Lockdown: Casting about for meaning

I’m having a little bit of trouble with this story that was due Friday and delayed by those edits to other pieces. There’s just so much background, and most of it is a bit of a slog — technical writing that I usually don’t have a problem with but for some reason is a bit laborious to get through. I told the development officer I’m working with on the story I’d reach out Wednesday to go over what she has in mind for the story, and I really want to have the background read beforehand. A little bit of self-imposed pressure to keep me moving.

So most of my day was taking care of other stories. I need a term for this. Something to brainstorm while I’m avoiding doing all that reading.

Breakfast was some of my fresh bread with this local honey-macadamia peanut butter. I bought it as a gift for a relative and remembered too late that he hates peanuts. Normally it would be a little pricey for me, but what else am I going to do with it since I can’t gift it to its intended recipient?

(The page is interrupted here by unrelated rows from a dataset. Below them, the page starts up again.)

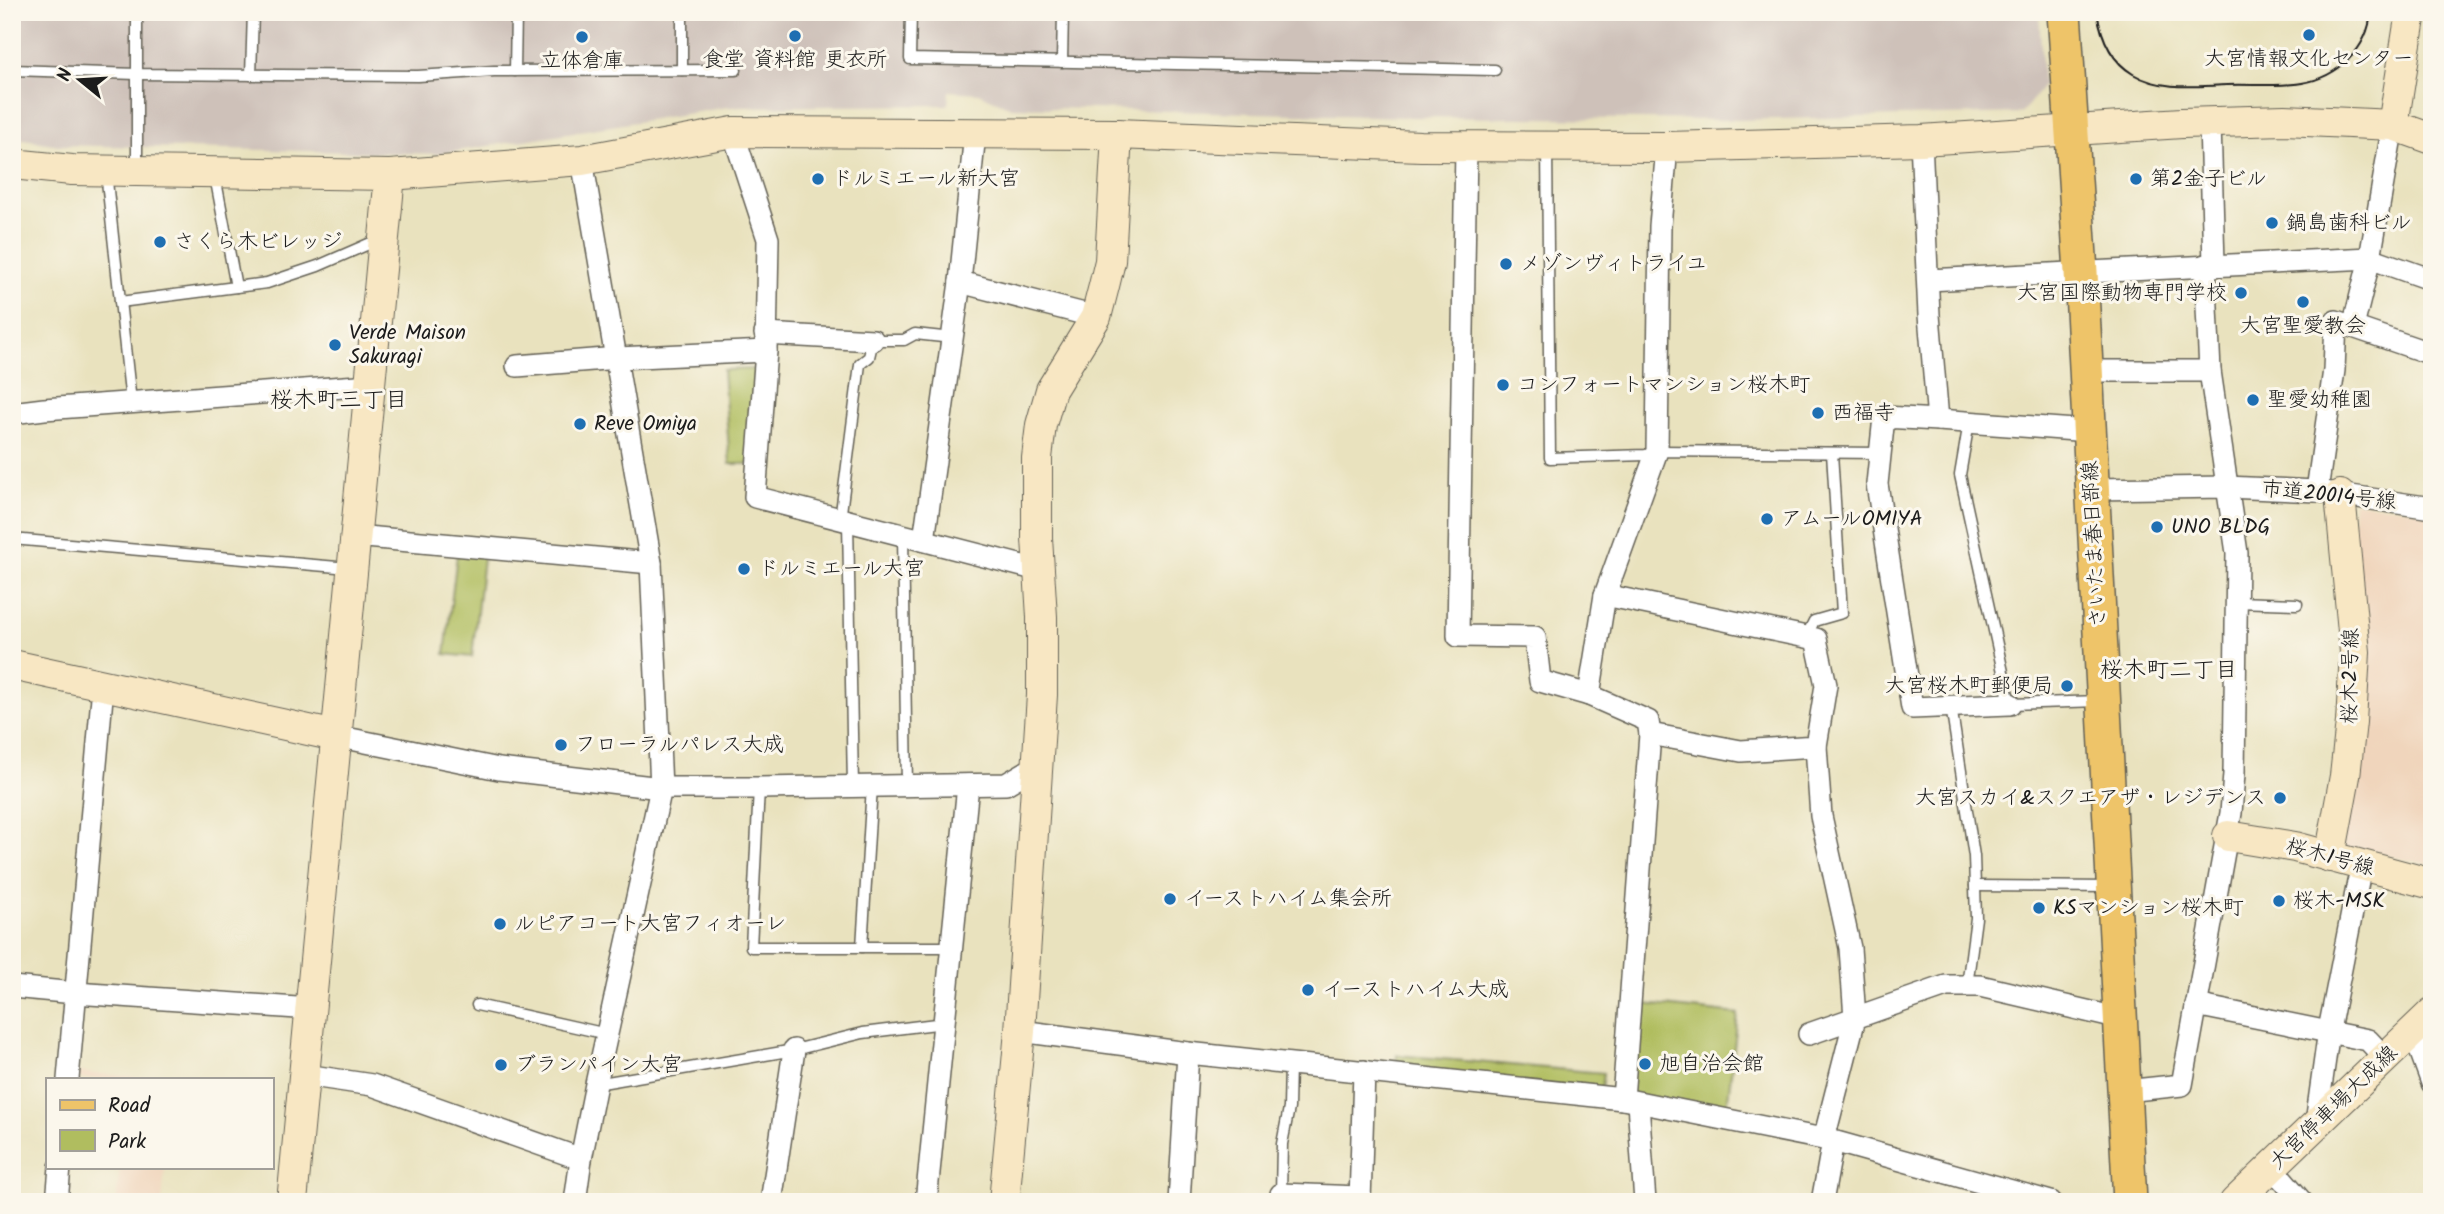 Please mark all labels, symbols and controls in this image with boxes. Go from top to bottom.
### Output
marker: 大宮情報文化センター [2301,27,2317,43]
marker: 食堂 資料館 更衣所 [787,28,803,44]
marker: 立体倉庫 [574,29,590,45]
place label: 大宮情報文化センター [2204,43,2414,76]
place label: 食堂 資料館 更衣所 [703,44,887,77]
place label: 立体倉庫 [540,45,624,78]
north arrow [46,46,116,116]
text: N [50,65,82,86]
place label: ドルミエール新大宮 [832,163,1020,196]
place label: 第2金子ビル [2150,163,2267,196]
marker: ドルミエール新大宮 [810,171,826,187]
marker: 第2金子ビル [2128,171,2144,187]
place label: 鍋島歯科ビル [2286,207,2412,240]
marker: 鍋島歯科ビル [2264,215,2280,231]
place label: さくら木ビレッジ [174,226,342,259]
marker: さくら木ビレッジ [152,234,168,250]
place label: メゾンヴィトライユ [1520,248,1707,281]
marker: メゾンヴィトライユ [1498,256,1514,272]
place label: 大宮国際動物専門学校 [2017,277,2227,310]
marker: 大宮国際動物専門学校 [2233,285,2249,301]
marker: 大宮聖愛教会 [2295,294,2311,310]
place label: 大宮聖愛教会 [2240,310,2366,343]
place label: Verde Maison Sakuragi [349,317,466,374]
marker: Verde Maison Sakuragi [327,337,343,353]
place label: コンフォートマンション桜木町 [1517,369,1810,402]
marker: コンフォートマンション桜木町 [1495,377,1511,393]
district label: 桜木町三丁目 [270,383,408,419]
place label: 聖愛幼稚園 [2267,384,2372,417]
marker: 聖愛幼稚園 [2245,392,2261,408]
place label: 西福寺 [1832,397,1895,430]
marker: 西福寺 [1810,405,1826,421]
place label: Reve Omiya [594,408,697,441]
marker: Reve Omiya [572,416,588,432]
street label: さいたま春日部線 [2074,460,2116,628]
street label: 市道20014号線 [2260,473,2398,519]
place label: アムールOMIYA [1781,503,1922,536]
marker: アムールOMIYA [1759,511,1775,527]
place label: UNO BLDG [2171,511,2270,544]
marker: UNO BLDG [2149,519,2165,535]
place label: ドルミエール大宮 [758,553,925,586]
marker: ドルミエール大宮 [736,561,752,577]
street label: 桜木2号線 [2334,628,2368,724]
district label: 桜木町二丁目 [2100,653,2238,689]
place label: 大宮桜木町郵便局 [1885,670,2053,703]
marker: 大宮桜木町郵便局 [2059,678,2075,694]
place label: フローラルパレス大成 [575,729,784,762]
marker: フローラルパレス大成 [553,737,569,753]
place label: 大宮スカイ&スクエアザ・レジデンス [1915,782,2266,815]
marker: 大宮スカイ&スクエアザ・レジデンス [2272,790,2288,806]
street label: 桜木1号線 [2282,830,2378,886]
place label: イーストハイム集会所 [1184,883,1392,916]
place label: 桜木-MSK [2293,885,2385,918]
marker: イーストハイム集会所 [1162,891,1178,907]
place label: KSマンション桜木町 [2053,892,2244,925]
marker: 桜木-MSK [2271,893,2287,909]
marker: KSマンション桜木町 [2031,900,2047,916]
place label: ルピアコート大宮フィオーレ [514,908,786,941]
marker: ルピアコート大宮フィオーレ [492,916,508,932]
place label: イーストハイム大成 [1322,974,1509,1007]
marker: イーストハイム大成 [1300,982,1316,998]
street label: 大宮停車場大成線 [2262,1038,2406,1178]
place label: 旭自治会館 [1659,1048,1764,1081]
place label: ブランパイン大宮 [515,1049,682,1082]
marker: 旭自治会館 [1637,1056,1653,1072]
marker: ブランパイン大宮 [493,1057,509,1073]
legend [46,1078,273,1168]
text: Road [108,1090,151,1123]
text: Park [108,1126,146,1159]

It may be the best peanut butter I’ve ever had, except maybe the peanut butter I make myself in my food processor. It has a wonderfullly smooth texture, and there’s somehow no palm oil in it. Gotta investigate. Also, I’m wondering now why I have never customized my homemade peanut butter.

The night I bought it for my relative, I also bought a second jar, this one Kona coffee flavored. I’m such a doofus. This relative doesn’t drink coffee either.

I’ve heard a few podcasters talk about these gourmet peanut butters they love, and I’ve gone as far as to look at the websites and see what’s available on Amazon, but until just now I never considered I could make my own. I may have a new purpose in lockdown.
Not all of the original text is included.